Tipimi, yüz şeklimi, imajımı eleştiren yorumlara hiç bir itirazım yok. Aynaya baktığımda gördüğüm suratı ben de sevmiyorum. Benzer konular beni de rahatsız ettiği için kendi videolarımı izleyemez hale geldim 🙂 Sağolsun bazı arkadaşlar -iyi niyetli olduklarından hiç şüphem yok- tavsiyelerde bulunup konuyu şekillerle anlatmışlar 🙂
Gözlük değiştirmem ya da “pijama” giymemem konusundaki önerilerin hepsini saygıyla karşılıyorum. Her ne kadar pijamayla çalışmak konusuna sıcak baksam da bu tavsiyeleri dikkate alacağım. Kanalımı açtığımdan beri en büyük hedefim videolarımı tamamen dış görüntüler ya da animasyonlar kullanarak yapmak. Maalesef YouTube benim mesleğim değil ve o yüzden fazla vakit ayıramıyorum. Patreon ya da başka bir platform kullanarak hayatımı bu işten geçindirecek bir seviyeye ulaşabilirsem videolarımda beni değil de anlatmak istediğim konuları izleyebileceğiz.
Diğer bir grup yazar arkadaş biraz daha ileri giderek tipimden dolayı “cemaatçi” olduğumu düşündüklerini ifade etmişler. Platform “Ekşi Sözlük” olunca bu tür “ekşi” sözlere de hazır olmak gerekiyor. Fikir özgürlüğünü savunan biri olarak neden böyle düşündüklerini sorgulayamam. Ama yine de anlamaya çalışmak için şunu düşündüm. Eğer yüzümde bir “cemaatçi tipi” varsa bu doğuştan gelen bir özellik. Hayatımda hiç estetik ameliyat olmadım. Çok eleştirilen ön dişimi bile yaptırmadım. Dolayısıyla bu tipi ben seçmedim. Bu konuda yapabileceğim fazla bir şey yok. (Belki ileride ön dişimi yaptırırım)

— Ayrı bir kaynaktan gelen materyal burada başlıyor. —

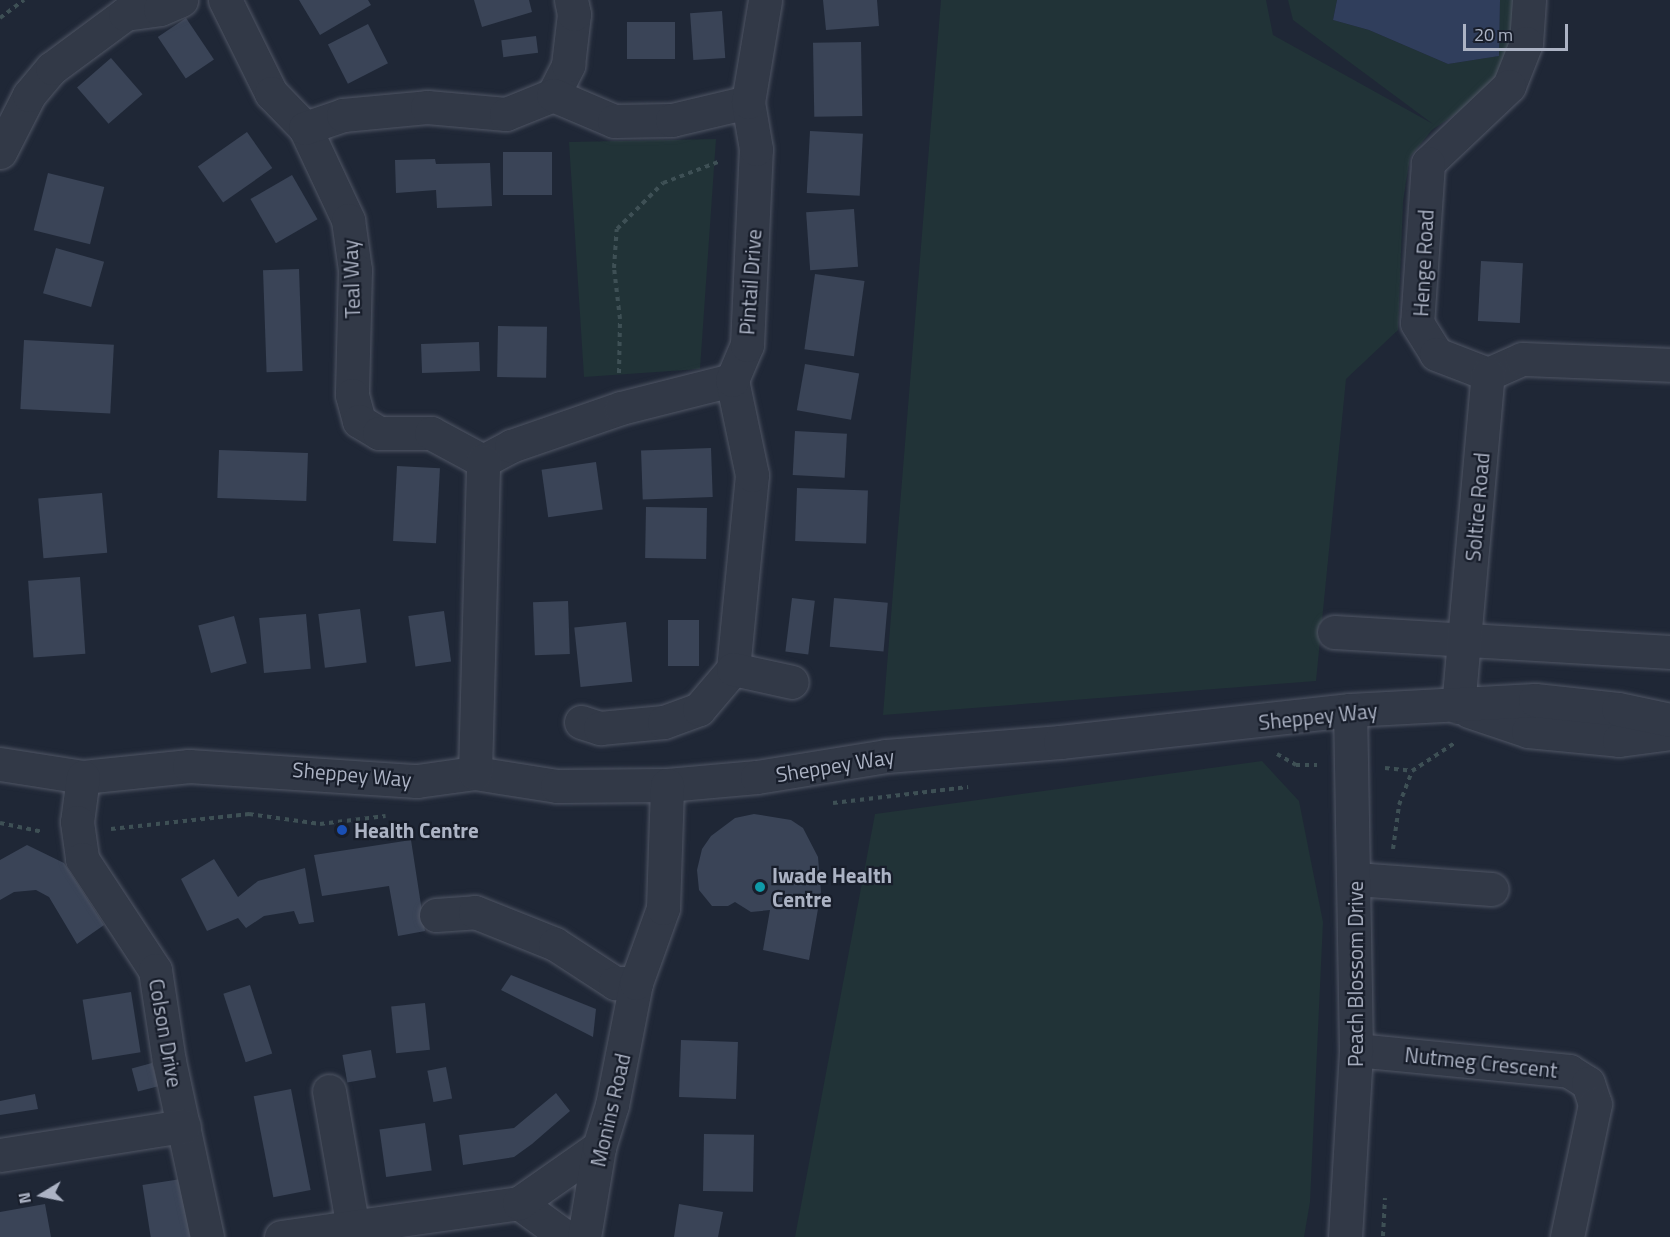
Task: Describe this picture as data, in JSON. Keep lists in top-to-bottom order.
{
  "streets": {
    "street": [
      "Henge Road",
      "Teal Way",
      "Pintail Drive",
      "Soltice Road",
      "Sheppey Way",
      "Peach Blossom Drive",
      "Colson Drive",
      "Nutmeg Crescent",
      "Monins Road"
    ]
  },
  "crossings": [
    ["Henge Road", "Soltice Road"],
    ["Soltice Road", "Sheppey Way"],
    ["Sheppey Way", "Peach Blossom Drive"],
    ["Sheppey Way", "Colson Drive"],
    ["Sheppey Way", "Monins Road"],
    ["Peach Blossom Drive", "Nutmeg Crescent"]
  ],
  "places": ["Health Centre", "Iwade Health Centre"],
  "scale_bar": "20 m",
  "north": "left"
}
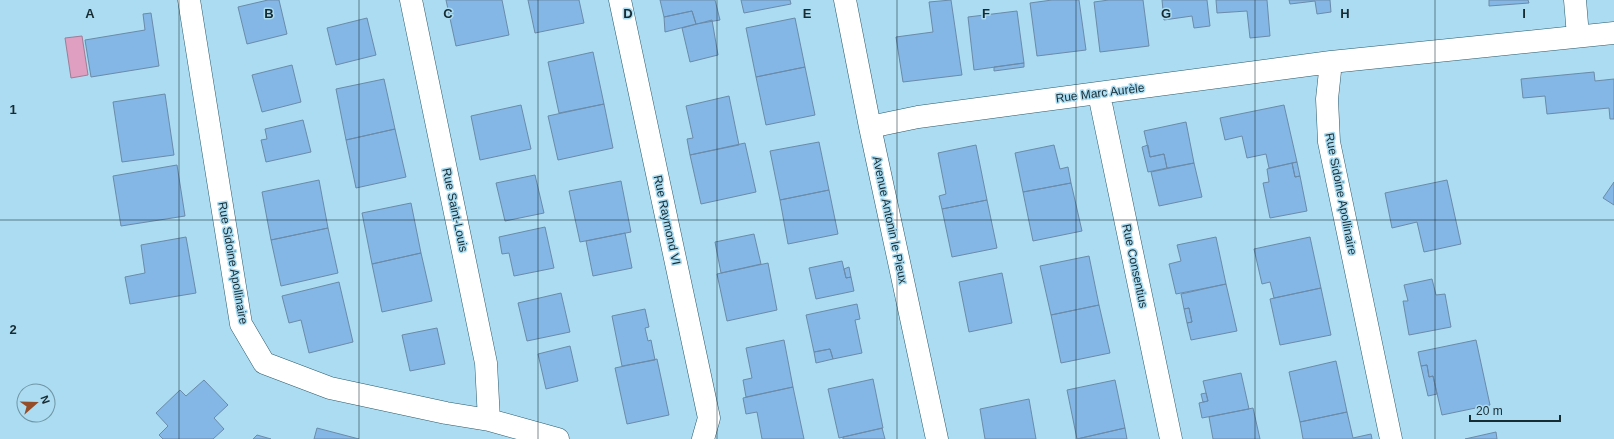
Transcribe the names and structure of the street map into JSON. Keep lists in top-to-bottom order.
{
  "streets": {
    "street": [
      "Rue Marc Aurèle",
      "Rue Sidoine Apollinaire",
      "Rue Saint-Louis",
      "Rue Raymond VI",
      "Avenue Antonin le Pieux",
      "Rue Consentius"
    ]
  },
  "crossings": [
    ["Rue Marc Aurèle", "Rue Sidoine Apollinaire"],
    ["Rue Marc Aurèle", "Avenue Antonin le Pieux"],
    ["Rue Marc Aurèle", "Rue Consentius"],
    ["Rue Sidoine Apollinaire", "Rue Saint-Louis"]
  ],
  "scale_bar": "20 m",
  "north": "right",
  "grid": {
    "columns": [
      "A",
      "B",
      "C",
      "D",
      "E",
      "F",
      "G",
      "H",
      "I"
    ],
    "rows": ["1", "2"]
  }
}
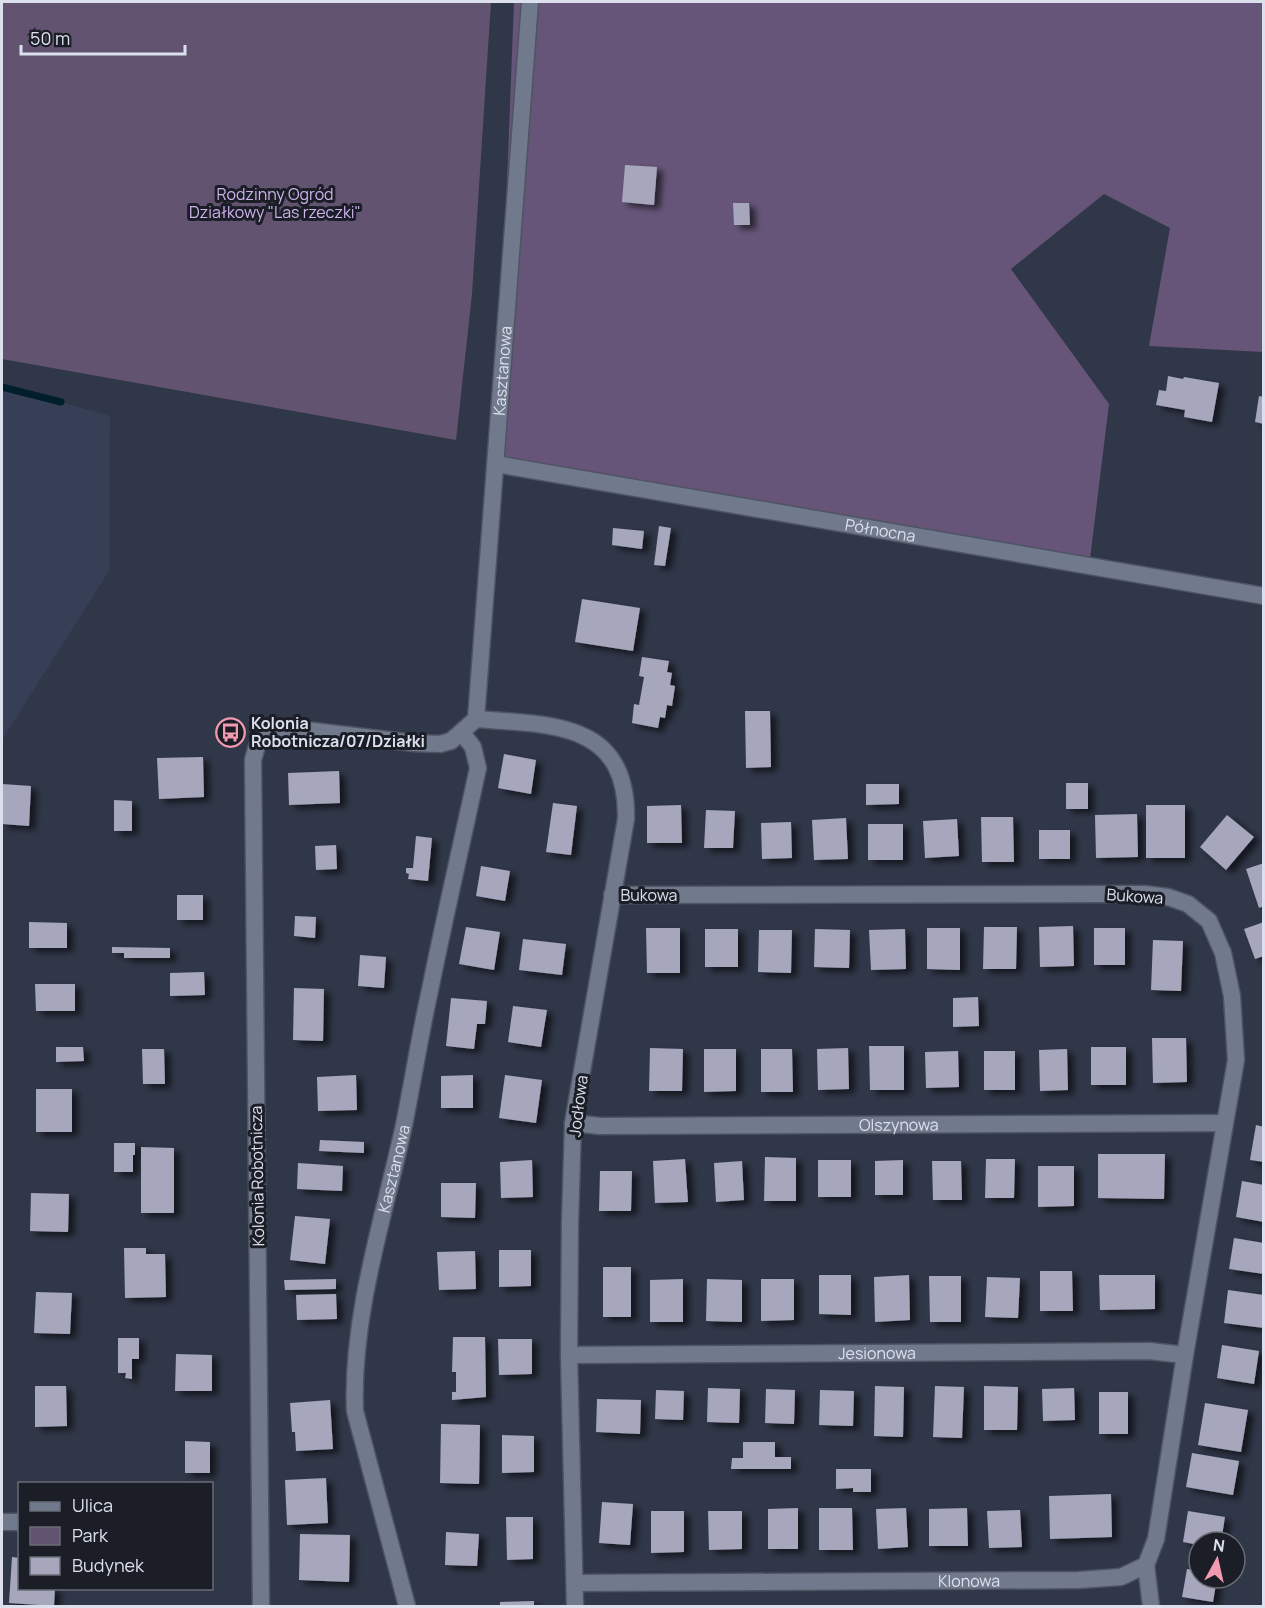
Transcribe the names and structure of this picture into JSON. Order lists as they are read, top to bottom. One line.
{"streets":{"street":["Kasztanowa","Północna","Bukowa","Jodłowa","Olszynowa","Kolonia Robotnicza","Jesionowa","Klonowa"]},"crossings":[["Kasztanowa","Północna"],["Kasztanowa","Jodłowa"],["Kasztanowa","Kolonia Robotnicza"],["Bukowa","Jodłowa"],["Bukowa","Olszynowa"],["Bukowa","Jesionowa"],["Jodłowa","Olszynowa"],["Jodłowa","Jesionowa"],["Jodłowa","Klonowa"]],"parks":["Rodzinny Ogród Działkowy \"Las rzeczki\""],"places":{"bus stop":["Kolonia Robotnicza/07/Działki"]},"legend":["Ulica","Park","Budynek"],"scale_bar":"50 m","north":"top"}
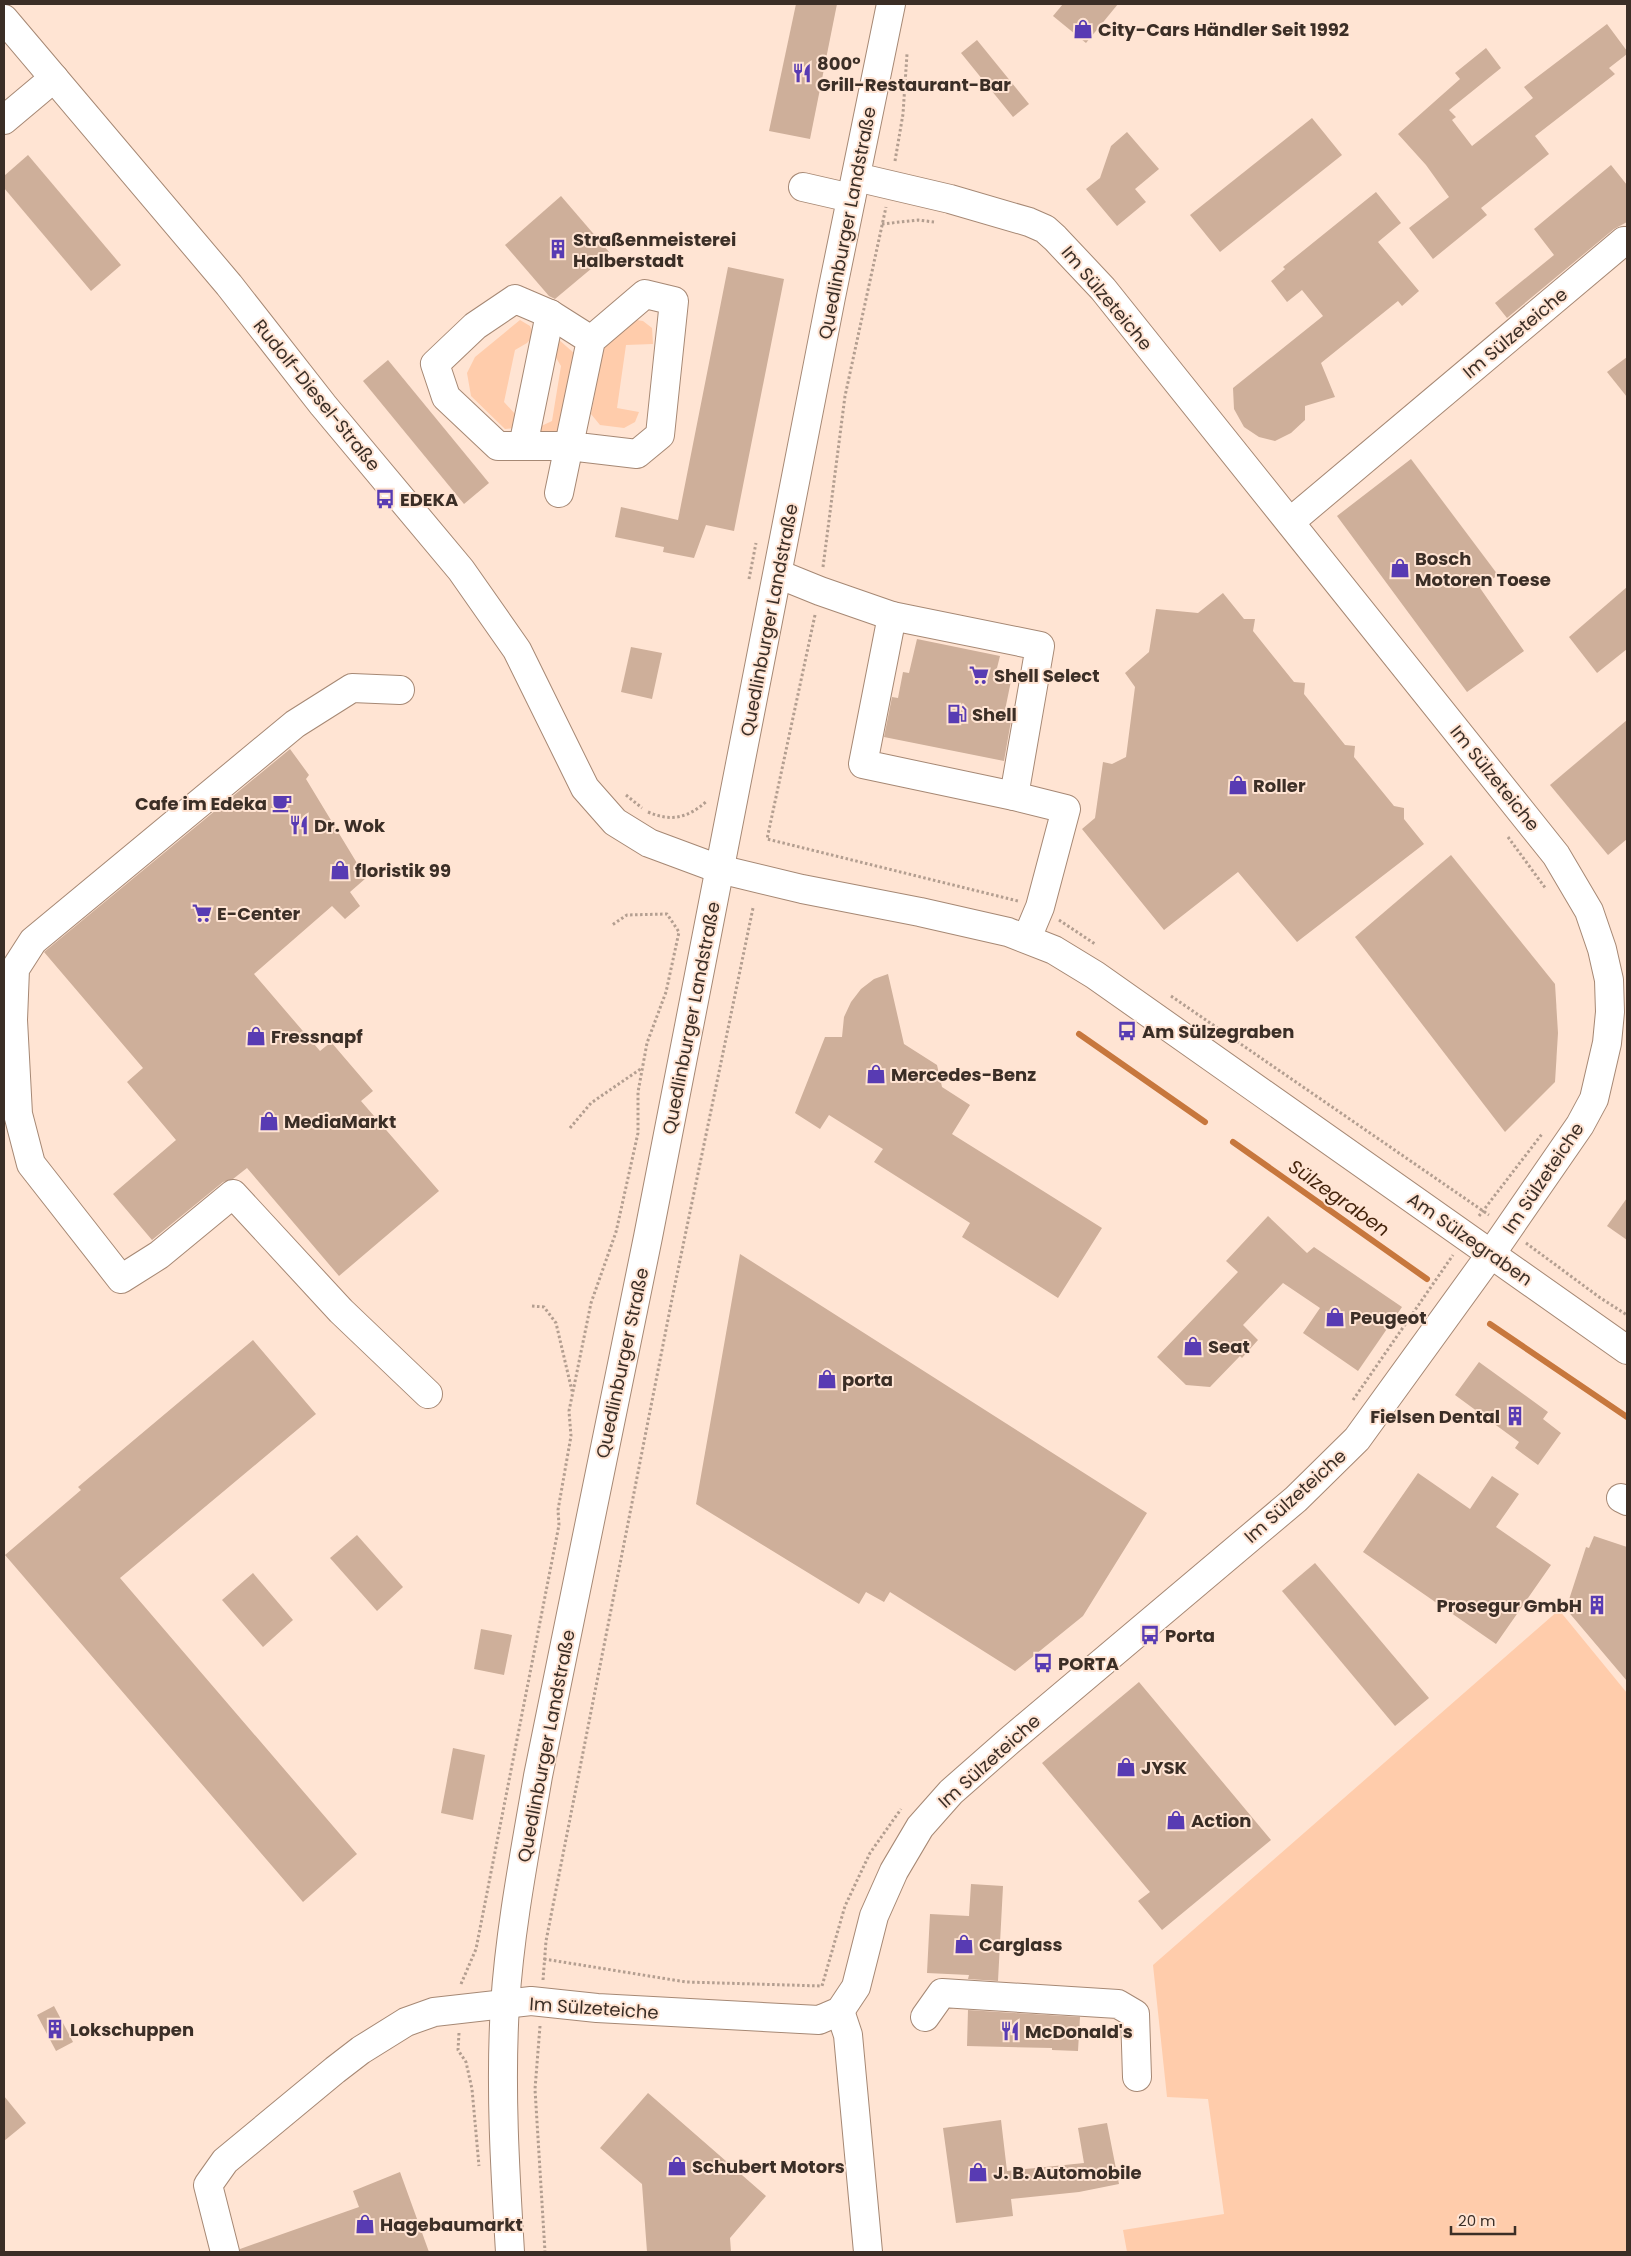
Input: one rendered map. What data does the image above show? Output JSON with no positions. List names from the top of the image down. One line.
{"streets":{"street":["Quedlinburger Landstraße","Im Sülzeteiche","Rudolf-Diesel-Straße","Am Sülzegraben","Quedlinburger Straße"]},"crossings":[["Quedlinburger Landstraße","Im Sülzeteiche"],["Quedlinburger Landstraße","Rudolf-Diesel-Straße"],["Quedlinburger Landstraße","Am Sülzegraben"],["Quedlinburger Landstraße","Quedlinburger Straße"],["Im Sülzeteiche","Am Sülzegraben"],["Rudolf-Diesel-Straße","Am Sülzegraben"]],"water":["Sülzegraben"],"places":{"shop":["City-Cars Händler Seit 1992","Bosch Motoren Toese","Roller","floristik 99","Fressnapf","Mercedes-Benz","MediaMarkt","Peugeot","Seat","porta","JYSK","Action","Carglass","Schubert Motors","J. B. Automobile","Hagebaumarkt"],"restaurant":["800° Grill-Restaurant-Bar","Dr. Wok","McDonald's"],"building":["Straßenmeisterei Halberstadt","Fielsen Dental","Prosegur GmbH","Lokschuppen"],"bus stop":["EDEKA","Am Sülzegraben","Porta","PORTA"],"supermarket":["Shell Select","E-Center"],"fuel station":["Shell"],"cafe":["Cafe im Edeka"]},"scale_bar":"20 m"}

Bir başka grup yazar arkadaş (ki sayıları az ama epeyce bir emek harcayıp yazı yazmışlar) daha da ileri giderek beni terör örgütleriyle ilişkilendirmeye çalışmış. İşte bu kısma itirazım var. Bırakınız “darbeye teşebbüs” gibi büyük bir vatan hainliğini ya da başka türlü terör suçlarını, hayatım boyunca -trafik suçları- dahil hiç bir suç işlemedim ve işlememeye özen gösterdim. O yüzden bugün olduğu gibi geçmişte de hakkımda açılmış hiçbir dava olmadan dürüst bir insan olarak yaşadım. Kanalımda sanat, tasarım ve teknoloji konularının dışındaki konularda içerik üretmeme prensibime rağmen 15 Temmuz başarısız darbe girişimiyle ve öncesinde terör olaylarıyla ilgili düşüncelerimi anlatan videolar yayınladım. Terörün, darbenin ve bunların girişimlerinin her türlüsünü lanetledim. Beni tanıyanlar, bilenler nasıl bir hayat yaşamak istediğimi de bilir. O yüzden bu arkadaşların iddialarını, beni tanımamalarına bağlıyor ve yazdıklarını da yukarıda bahsettiğim şekilsel iddiaların abartıya kaçan halleri olarak görmek istiyorum. Eminim bu yazar arkadaşlar çoğumuz gibi vatanını çok seven ve ona karşı olabilecek en ufak bir müdehaleyi içine sindiremediği için bu tür çıkışlar yapma refleksini gösteren kişilerdendir. Adlarını bile bil(e)mediğim bu arkadaşların bu uğurda benim hakkımda yaptıkları araştırmalara saygımdan ötürü aşağıda onların yanlış anladıkları konularla ilgili açıklamalarımı yazacağım.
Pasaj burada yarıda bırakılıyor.